Exercise goal:
Your response should be every line from the entries that includes the string "controls".
··· Data records
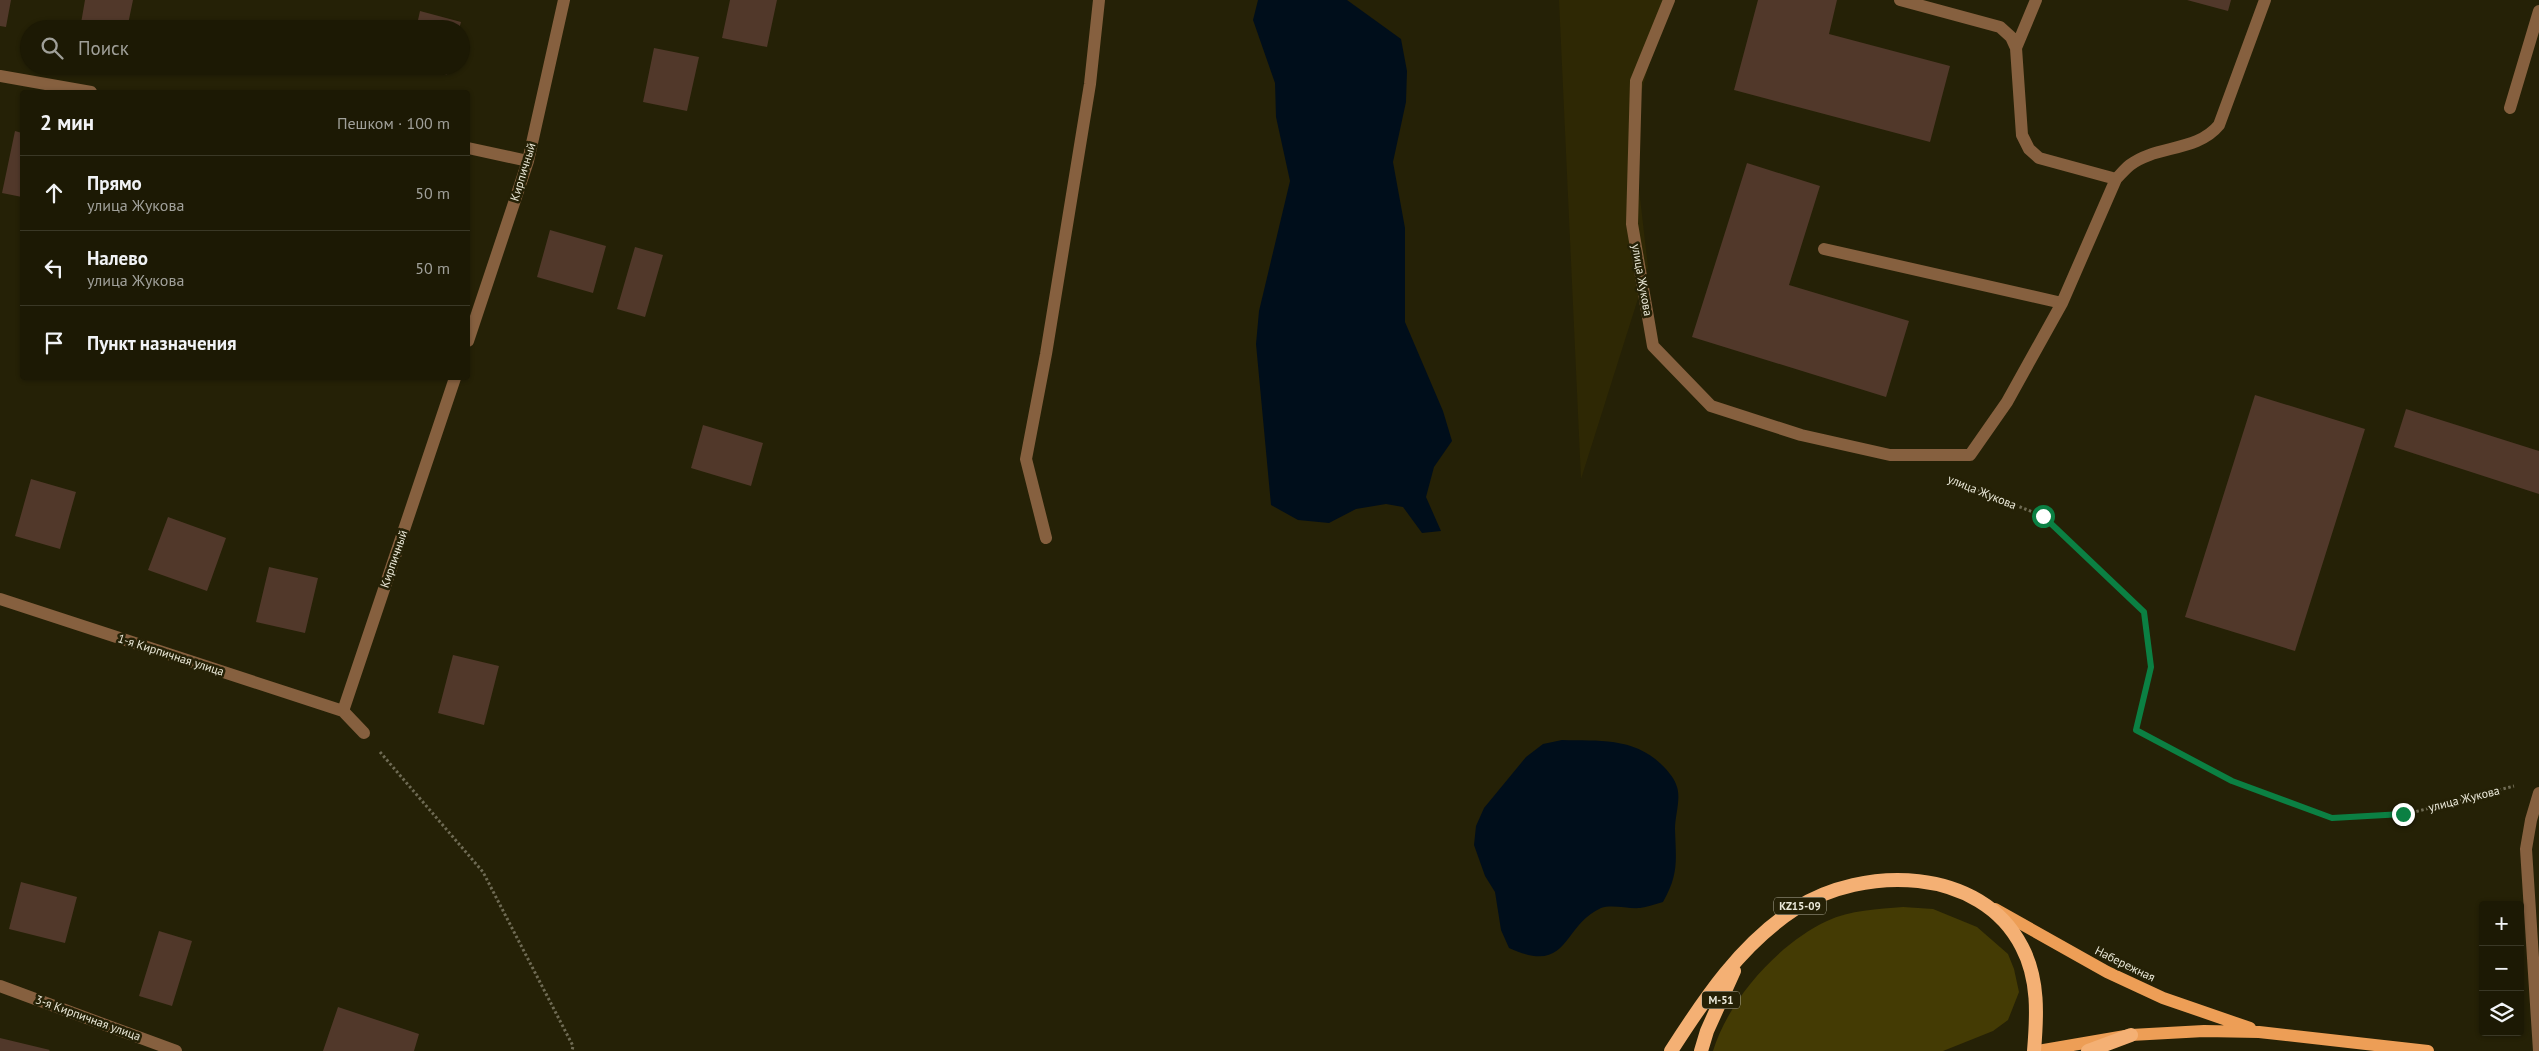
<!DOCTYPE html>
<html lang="ru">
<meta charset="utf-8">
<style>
:root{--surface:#1c1904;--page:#25220e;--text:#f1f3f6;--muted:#a0a09a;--line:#3a3826}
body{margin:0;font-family:"PT Sans",sans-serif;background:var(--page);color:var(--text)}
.controls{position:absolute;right:15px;bottom:15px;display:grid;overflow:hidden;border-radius:5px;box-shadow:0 1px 4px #0004}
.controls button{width:45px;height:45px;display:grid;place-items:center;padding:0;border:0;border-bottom:1px solid var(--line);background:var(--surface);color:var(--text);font:25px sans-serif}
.stop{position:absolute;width:15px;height:15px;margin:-11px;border:4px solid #0b8043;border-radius:50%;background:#fff}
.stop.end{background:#0b8043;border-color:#fff;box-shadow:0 1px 5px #0008}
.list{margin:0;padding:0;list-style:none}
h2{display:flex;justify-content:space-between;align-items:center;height:65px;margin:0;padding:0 20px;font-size:21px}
h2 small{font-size:16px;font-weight:400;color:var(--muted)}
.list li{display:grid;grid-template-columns:32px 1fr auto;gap:15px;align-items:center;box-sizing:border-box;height:75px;padding:0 20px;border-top:1px solid var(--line)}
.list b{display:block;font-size:19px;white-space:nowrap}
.list p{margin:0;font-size:16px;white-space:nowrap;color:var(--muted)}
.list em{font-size:16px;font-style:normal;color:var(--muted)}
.icon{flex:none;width:28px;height:28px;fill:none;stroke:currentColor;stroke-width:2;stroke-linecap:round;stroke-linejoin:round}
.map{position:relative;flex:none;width:2539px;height:1051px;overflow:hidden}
.search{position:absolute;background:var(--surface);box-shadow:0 1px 4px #0004;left:20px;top:20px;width:450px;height:55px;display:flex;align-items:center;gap:12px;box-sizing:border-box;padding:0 18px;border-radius:28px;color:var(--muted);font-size:19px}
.panel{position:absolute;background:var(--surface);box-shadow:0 1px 4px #0004;left:20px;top:90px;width:450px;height:290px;border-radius:5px}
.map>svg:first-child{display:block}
.built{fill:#2e2804}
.green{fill:#443b04}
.water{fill:#000e1b}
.building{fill:#51382a}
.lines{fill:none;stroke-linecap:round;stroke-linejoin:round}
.path{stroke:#6f6b54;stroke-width:3;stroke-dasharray:2.5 2.5;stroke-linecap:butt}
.service{stroke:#86603f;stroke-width:12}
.minor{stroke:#86603f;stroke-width:12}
.primary{stroke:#ed9e56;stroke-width:12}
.trunk{stroke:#f4b074;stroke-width:14}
.route{stroke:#0b8043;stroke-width:6}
.labels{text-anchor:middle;stroke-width:5;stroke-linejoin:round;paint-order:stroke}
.shield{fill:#252106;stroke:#b0ad9a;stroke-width:1}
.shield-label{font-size:11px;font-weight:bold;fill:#ebe9d9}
.street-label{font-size:12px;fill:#ebe9d9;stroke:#252106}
</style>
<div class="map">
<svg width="2539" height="1051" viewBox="0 0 2539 1051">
<rect width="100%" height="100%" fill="#252106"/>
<!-- built -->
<path class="built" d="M1559 0H1666L1632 128 1648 267 1581 479Z"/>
<!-- green -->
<path class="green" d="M1903 907 1933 909 1977 927 2008 954 2014 969 2019 992 2008 1020 1993 1031 1943 1051H1713C1729 999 1778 944 1827 921 1850 910 1878 909 1903 907Z"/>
<!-- water -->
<path class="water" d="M1258 0H1347L1401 39 1407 71 1406 102 1393 162 1405 228V322L1443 411 1452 441 1434 467 1426 497 1441 531 1422 533 1403 507 1386 504 1356 509 1329 523 1298 520 1271 505 1256 344 1259 311 1290 181 1276 117 1275 83 1253 20Z
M1562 740C1598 741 1634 737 1662 765 1668 771 1675 779 1677 787 1681 799 1675 816 1675 829 1676 860 1679 874 1663 902 1655 904 1647 907 1640 908 1628 909 1612 904 1601 908 1561 926 1570 976 1509 948L1501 930 1495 892 1485 876 1474 845 1476 826 1484 808 1526 757 1543 744Z"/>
<!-- building -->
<path class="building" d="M0 0H11L6 27 0 26Z
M85 0H133L127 29H80Z
M730 0H777L767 47 722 38Z
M1758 0H1837L1829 34 1950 66 1930 142 1734 90Z
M2187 0H2231L2228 11Z
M420 11 461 22 459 29H416Z
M654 48 699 57 687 111 643 102Z
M418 66H449L447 75Z
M15 131 22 133V197L2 193Z
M1747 163 1820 186 1789 285 1909 321 1886 397 1692 337Z
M550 230 606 246 593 293 537 277Z
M635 247 663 255 645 317 617 309Z
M2255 395 2365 429 2295 651 2185 617Z
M2406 409 2539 451V494L2394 447Z
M703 425 763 443 751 486 691 468Z
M31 479 76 492 60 549 15 536Z
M168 517 226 538 207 591 148 570Z
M269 567 318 578 305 633 256 622Z
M453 655 499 666 484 725 438 713Z
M21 882 77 897 65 943 9 929Z
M159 931 192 941 172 1006 139 996Z
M338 1007 419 1034 414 1051H323Z
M0 1038 50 1050 49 1051H0Z"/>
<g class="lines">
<!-- path -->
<path class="path" d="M1959 483 2043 516 2144 612 2151 667 2136 730 2232 781 2332 818 2403 815 2514 786
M380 752 483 872 573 1046 572 1051"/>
<!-- service -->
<path class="service" d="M1669 0 1636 81 1632 224 1653 346 1711 406 1801 435 1890 455H1970L2007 402 2062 303
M2016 48 2036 0
M2510 108 2539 11
M2116 179C2120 175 2125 169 2130 165 2156 145 2197 152 2219 125L2265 0
M1824 249 2062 303 2116 179 2039 158 2029 149 2022 135 2016 48 2011 37 2000 27 1900 0
M1046 538 1026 459 1046 354 1090 84 1099 0
M0 986 176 1051
M2539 1051 2526 849 2531 820 2539 793"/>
<!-- minor -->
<path class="minor" d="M0 76 91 92
M468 148 528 161
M468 341 528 161 564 0
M0 599 343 711
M364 733 343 711 455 378"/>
<!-- primary -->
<path class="primary" d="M1995 909 2107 972 2163 998 2250 1028
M2038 1051 2131 1035 2204 1031 2259 1032 2428 1051"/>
<!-- trunk -->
<path class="trunk" d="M1671 1051C1705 998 1741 944 1795 909 1863 865 1981 866 2022 947 2039 979 2037 1016 2034 1051
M1701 1051 1707 1031 1734 971
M2088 1051 2131 1035"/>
</g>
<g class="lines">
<!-- route -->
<path class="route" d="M2043 516 2144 612 2151 667 2136 730 2232 781 2332 818 2403 814"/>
</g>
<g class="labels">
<!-- shield labels -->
<g class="shield">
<rect x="1774" y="897.5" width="52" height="17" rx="4"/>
<rect x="1702" y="991.5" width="38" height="17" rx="4"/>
</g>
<g class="shield-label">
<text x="1800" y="910">KZ15-09</text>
<text x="1721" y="1004">M-51</text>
</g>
<!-- street labels -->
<g class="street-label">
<text transform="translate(523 172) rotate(-73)" y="4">Кирпичный</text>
<text transform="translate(1642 280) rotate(80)" y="4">улица Жукова</text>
<text transform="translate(1982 492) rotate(22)" y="4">улица Жукова</text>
<text transform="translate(394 559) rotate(-71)" y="4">Кирпичный</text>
<text transform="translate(171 655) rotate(18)" y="4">1-я Кирпичная улица</text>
<text transform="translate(2464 799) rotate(-14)" y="4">улица Жукова</text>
<text transform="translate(2125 964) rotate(26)" y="4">Набережная</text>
<text transform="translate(88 1018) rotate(20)" y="4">3-я Кирпичная улица</text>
</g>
</g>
</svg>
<div class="controls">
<button>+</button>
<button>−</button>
<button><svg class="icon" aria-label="layers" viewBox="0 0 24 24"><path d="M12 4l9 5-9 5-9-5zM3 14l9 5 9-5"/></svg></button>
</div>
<div class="stop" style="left:2043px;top:516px"></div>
<div class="stop end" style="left:2403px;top:814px"></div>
<div class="search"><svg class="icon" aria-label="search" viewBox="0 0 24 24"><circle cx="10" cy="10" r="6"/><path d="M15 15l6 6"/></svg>Поиск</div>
<section class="panel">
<h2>2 мин<small>Пешком · 100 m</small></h2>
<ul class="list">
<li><svg class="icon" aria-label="ahead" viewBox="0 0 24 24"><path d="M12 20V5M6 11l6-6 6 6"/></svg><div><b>Прямо</b><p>улица Жукова</p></div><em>50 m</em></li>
<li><svg class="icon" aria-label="left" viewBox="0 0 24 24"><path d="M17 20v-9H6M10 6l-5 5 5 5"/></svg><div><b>Налево</b><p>улица Жукова</p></div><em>50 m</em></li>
<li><svg class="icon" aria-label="arrive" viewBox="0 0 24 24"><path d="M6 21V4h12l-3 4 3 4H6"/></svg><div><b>Пункт назначения</b></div></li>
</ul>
</section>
</div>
······
Task result:
.controls{position:absolute;right:15px;bottom:15px;display:grid;overflow:hidden;border-radius:5px;box-shadow:0 1px 4px #0004}
.controls button{width:45px;height:45px;display:grid;place-items:center;padding:0;border:0;border-bottom:1px solid var(--line);background:var(--surface);color:var(--text);font:25px sans-serif}
<div class="controls">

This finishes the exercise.